Par Christian Grappe, professeur de Nouveau Testament à la faculté de théologie protestante de Strasbourg. 

La sixième demande n’est plus : « Ne nous soumets pas à la tentation » mais « Ne nous laisse pas entrer en tentation ».

Cela faisait plus de cinquante ans que le Notre Père n’avait pas bougé. Depuis que, en 1966, catholiques et protestants s’étaient entendus sur une traduction commune.

Le changement s’est produit à l’instigation de la Conférence des évêques de France dès 2009, suivi d’un processus de concertation au sein du Conseil d’Églises chrétiennes en France. Consultée en 2010, la Fédération protestante de France a donné son accord pour cette modification. Par souci de maintenir une récitation commune du Notre Père dans les communautés mais aussi dans les familles et de témoigner ainsi d’une communion de foi et de prière, l’Église protestante unie de France puis l’Union des Églises protestantes d’Alsace et de Lorraine ont suivi cette décision.

Une traduction littérale impossible

Cela étant, la nouvelle traduction de la première partie de la sixième demande peut donner lieu à discussion, comme d’ailleurs celle de l’ensemble du Notre Père. De fait, cette prière est présente dans deux des évangiles, ceux de Matthieu et de Luc, mais sous deux formes différentes ! Et la forme que nous récitons est un mixte entre les versions de Matthieu et de Luc, auquel est ajouté, à la fin, une doxologie1 qui se trouve dans un écrit qui n’a pas intégré le Canon biblique, la Didachè.
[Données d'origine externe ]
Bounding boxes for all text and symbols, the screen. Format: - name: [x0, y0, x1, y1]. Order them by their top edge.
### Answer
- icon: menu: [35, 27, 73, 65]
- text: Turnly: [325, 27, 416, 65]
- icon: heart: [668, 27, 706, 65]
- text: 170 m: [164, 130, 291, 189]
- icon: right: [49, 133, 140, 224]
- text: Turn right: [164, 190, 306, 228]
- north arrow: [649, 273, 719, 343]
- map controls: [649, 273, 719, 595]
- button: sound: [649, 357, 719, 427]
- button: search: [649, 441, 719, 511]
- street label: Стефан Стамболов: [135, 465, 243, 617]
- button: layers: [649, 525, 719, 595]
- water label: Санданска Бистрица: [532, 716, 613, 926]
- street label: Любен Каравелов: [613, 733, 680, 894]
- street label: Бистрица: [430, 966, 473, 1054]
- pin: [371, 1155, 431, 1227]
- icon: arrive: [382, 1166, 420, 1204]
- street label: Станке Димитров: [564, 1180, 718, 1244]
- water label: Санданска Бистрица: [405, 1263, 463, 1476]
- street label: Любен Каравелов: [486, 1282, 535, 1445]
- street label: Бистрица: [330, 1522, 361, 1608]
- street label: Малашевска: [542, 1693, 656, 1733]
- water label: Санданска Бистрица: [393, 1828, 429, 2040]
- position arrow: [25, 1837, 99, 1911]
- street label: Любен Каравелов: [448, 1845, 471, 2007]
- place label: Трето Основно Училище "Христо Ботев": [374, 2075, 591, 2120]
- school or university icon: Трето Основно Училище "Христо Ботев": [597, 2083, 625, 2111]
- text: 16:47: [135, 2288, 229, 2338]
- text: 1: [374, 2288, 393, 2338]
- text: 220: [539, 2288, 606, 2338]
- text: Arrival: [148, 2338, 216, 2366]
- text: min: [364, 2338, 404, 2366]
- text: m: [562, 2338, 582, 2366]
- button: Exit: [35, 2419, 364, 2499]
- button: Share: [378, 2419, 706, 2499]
Pour ce qui est de la sixième demande, il est impossible d’en proposer une traduction littérale car le verbe grec eisphero qu’elle contient ne trouve pas d’équivalent strict en français. Le plus proche serait le verbe « importer », mais on ne saurait demander à Dieu « ne nous importe pas dans la tentation ». Le mot peirasmos lui-même, qui est traduit habituellement par « tentation », signifie sans doute à l’origine « épreuve ». Sur le fond, la question pourrait se poser de savoir si le terme « épreuve » ne serait pas plus adapté que « tentation ». Cependant, là aussi, les choses sont complexes car le mot « épreuve » est assez souvent associé aujourd’hui, en français, à la maladie et à la mort. Ce n’est pas le cas de son homologue biblique qui envisage plutôt une mise à l’épreuve, au sens par exemple où Abraham a été éprouvé par Dieu (Genèse 22). Quant au mot « tentation », il est davantage lié aujourd’hui aux domaines sexuel et alimentaire, ce qui n’est pas le cas de peirasmos.

Ne pas heurter la sensibilité contemporaine

Pour en revenir au verbe eispherô, on a encore tenté de le rendre en français par « induire », « conduire », « soumettre », « faire entrer »…, d’où « ne nous induis pas en tentation », « ne nous conduis pas dans la tentation », « ne nous soumets pas à la tentation », « ne nous fais pas entrer en tentation », voire « fais que nous n’entrions pas dans l’épreuve »

Toutes ces traductions respectent à leur manière l’initiative divine que suppose le texte, mais qui peut heurter la sensibilité contemporaine, sensibilité pour laquelle l’être humain est responsable de ses actes et ne saurait être simplement le jouet de la volonté divine.

La nouvelle traduction liturgique peut s’avérer comme une sorte d’ouverture laissant apparaître que la volonté humaine peut n’être pas totalement étrangère à l’entrée dans la tentation. Elle peut laisser entendre que Dieu n’est pas forcément à l’origine de la tentation, comme le suggérait la traduction précédente, elle-même marquée par un schéma vertical dans lequel Dieu soumet le croyant à la tentation ou à l’épreuve, mais qu’il peut aussi garder le croyant de la tentation ou de l’épreuve en l’empêchant de la connaître, et ainsi le préserver dans le champ horizontal.

Ces questions, profondes et importantes, relèvent de problèmes de traduction et de fidélité au texte biblique qu’il convient toujours à nouveau de discuter et de reprendre.